### EXCERPTED DATA
┄┄┄┄┄┄┄┄┄┄

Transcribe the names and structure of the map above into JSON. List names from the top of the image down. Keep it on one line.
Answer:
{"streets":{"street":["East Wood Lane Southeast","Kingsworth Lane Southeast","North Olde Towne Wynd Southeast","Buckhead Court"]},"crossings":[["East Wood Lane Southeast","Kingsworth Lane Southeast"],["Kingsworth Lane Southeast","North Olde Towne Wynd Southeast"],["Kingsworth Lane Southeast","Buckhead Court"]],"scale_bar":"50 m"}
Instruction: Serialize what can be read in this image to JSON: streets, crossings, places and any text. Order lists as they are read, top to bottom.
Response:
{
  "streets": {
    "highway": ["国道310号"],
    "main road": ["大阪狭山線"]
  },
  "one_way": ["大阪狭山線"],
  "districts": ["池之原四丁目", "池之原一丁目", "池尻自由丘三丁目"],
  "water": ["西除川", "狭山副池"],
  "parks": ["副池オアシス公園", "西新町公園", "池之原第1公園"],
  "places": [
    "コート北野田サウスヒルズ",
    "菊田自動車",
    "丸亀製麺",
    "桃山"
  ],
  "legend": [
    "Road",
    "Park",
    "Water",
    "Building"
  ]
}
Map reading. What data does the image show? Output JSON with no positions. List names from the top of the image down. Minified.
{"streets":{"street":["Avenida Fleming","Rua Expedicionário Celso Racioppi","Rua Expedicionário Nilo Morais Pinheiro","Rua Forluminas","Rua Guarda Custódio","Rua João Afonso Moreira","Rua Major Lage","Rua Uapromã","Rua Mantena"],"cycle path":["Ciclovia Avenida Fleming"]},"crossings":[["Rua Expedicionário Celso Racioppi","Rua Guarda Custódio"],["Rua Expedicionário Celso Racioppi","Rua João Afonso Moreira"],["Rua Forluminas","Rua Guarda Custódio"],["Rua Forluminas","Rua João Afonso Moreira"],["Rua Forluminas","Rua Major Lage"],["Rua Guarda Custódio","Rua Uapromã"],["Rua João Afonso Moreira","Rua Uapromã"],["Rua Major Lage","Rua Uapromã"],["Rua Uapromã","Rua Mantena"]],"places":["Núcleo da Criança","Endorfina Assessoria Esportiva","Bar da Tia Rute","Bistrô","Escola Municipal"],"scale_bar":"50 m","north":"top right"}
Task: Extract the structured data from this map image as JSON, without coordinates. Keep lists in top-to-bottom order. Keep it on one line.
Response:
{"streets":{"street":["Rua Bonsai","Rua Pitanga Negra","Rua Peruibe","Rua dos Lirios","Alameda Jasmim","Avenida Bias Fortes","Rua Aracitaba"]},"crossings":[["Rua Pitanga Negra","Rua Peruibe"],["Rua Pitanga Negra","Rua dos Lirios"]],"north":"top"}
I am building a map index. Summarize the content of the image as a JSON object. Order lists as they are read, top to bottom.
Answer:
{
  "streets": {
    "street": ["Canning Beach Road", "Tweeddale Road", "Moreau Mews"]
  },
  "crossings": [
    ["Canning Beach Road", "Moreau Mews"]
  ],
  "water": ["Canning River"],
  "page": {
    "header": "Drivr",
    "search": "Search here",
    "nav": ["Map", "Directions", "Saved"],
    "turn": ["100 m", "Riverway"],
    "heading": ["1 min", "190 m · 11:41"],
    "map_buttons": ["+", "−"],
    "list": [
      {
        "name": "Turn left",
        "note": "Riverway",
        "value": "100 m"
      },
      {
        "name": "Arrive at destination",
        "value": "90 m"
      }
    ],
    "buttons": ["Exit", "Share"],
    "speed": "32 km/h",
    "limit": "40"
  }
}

┄┄┄┄┄┄┄┄┄┄

I'd like the material repeated word for word, please.

Transcribe the names and structure of the map above into JSON. List names from the top of the image down. Keep it on one line.
Answer:
{"streets":{"street":["East Wood Lane Southeast","Kingsworth Lane Southeast","North Olde Towne Wynd Southeast","Buckhead Court"]},"crossings":[["East Wood Lane Southeast","Kingsworth Lane Southeast"],["Kingsworth Lane Southeast","North Olde Towne Wynd Southeast"],["Kingsworth Lane Southeast","Buckhead Court"]],"scale_bar":"50 m"}
Instruction: Serialize what can be read in this image to JSON: streets, crossings, places and any text. Order lists as they are read, top to bottom.
Response:
{
  "streets": {
    "highway": ["国道310号"],
    "main road": ["大阪狭山線"]
  },
  "one_way": ["大阪狭山線"],
  "districts": ["池之原四丁目", "池之原一丁目", "池尻自由丘三丁目"],
  "water": ["西除川", "狭山副池"],
  "parks": ["副池オアシス公園", "西新町公園", "池之原第1公園"],
  "places": [
    "コート北野田サウスヒルズ",
    "菊田自動車",
    "丸亀製麺",
    "桃山"
  ],
  "legend": [
    "Road",
    "Park",
    "Water",
    "Building"
  ]
}
Map reading. What data does the image show? Output JSON with no positions. List names from the top of the image down. Minified.
{"streets":{"street":["Avenida Fleming","Rua Expedicionário Celso Racioppi","Rua Expedicionário Nilo Morais Pinheiro","Rua Forluminas","Rua Guarda Custódio","Rua João Afonso Moreira","Rua Major Lage","Rua Uapromã","Rua Mantena"],"cycle path":["Ciclovia Avenida Fleming"]},"crossings":[["Rua Expedicionário Celso Racioppi","Rua Guarda Custódio"],["Rua Expedicionário Celso Racioppi","Rua João Afonso Moreira"],["Rua Forluminas","Rua Guarda Custódio"],["Rua Forluminas","Rua João Afonso Moreira"],["Rua Forluminas","Rua Major Lage"],["Rua Guarda Custódio","Rua Uapromã"],["Rua João Afonso Moreira","Rua Uapromã"],["Rua Major Lage","Rua Uapromã"],["Rua Uapromã","Rua Mantena"]],"places":["Núcleo da Criança","Endorfina Assessoria Esportiva","Bar da Tia Rute","Bistrô","Escola Municipal"],"scale_bar":"50 m","north":"top right"}
Task: Extract the structured data from this map image as JSON, without coordinates. Keep lists in top-to-bottom order. Keep it on one line.
Response:
{"streets":{"street":["Rua Bonsai","Rua Pitanga Negra","Rua Peruibe","Rua dos Lirios","Alameda Jasmim","Avenida Bias Fortes","Rua Aracitaba"]},"crossings":[["Rua Pitanga Negra","Rua Peruibe"],["Rua Pitanga Negra","Rua dos Lirios"]],"north":"top"}
I am building a map index. Summarize the content of the image as a JSON object. Order lists as they are read, top to bottom.
Answer:
{
  "streets": {
    "street": ["Canning Beach Road", "Tweeddale Road", "Moreau Mews"]
  },
  "crossings": [
    ["Canning Beach Road", "Moreau Mews"]
  ],
  "water": ["Canning River"],
  "page": {
    "header": "Drivr",
    "search": "Search here",
    "nav": ["Map", "Directions", "Saved"],
    "turn": ["100 m", "Riverway"],
    "heading": ["1 min", "190 m · 11:41"],
    "map_buttons": ["+", "−"],
    "list": [
      {
        "name": "Turn left",
        "note": "Riverway",
        "value": "100 m"
      },
      {
        "name": "Arrive at destination",
        "value": "90 m"
      }
    ],
    "buttons": ["Exit", "Share"],
    "speed": "32 km/h",
    "limit": "40"
  }
}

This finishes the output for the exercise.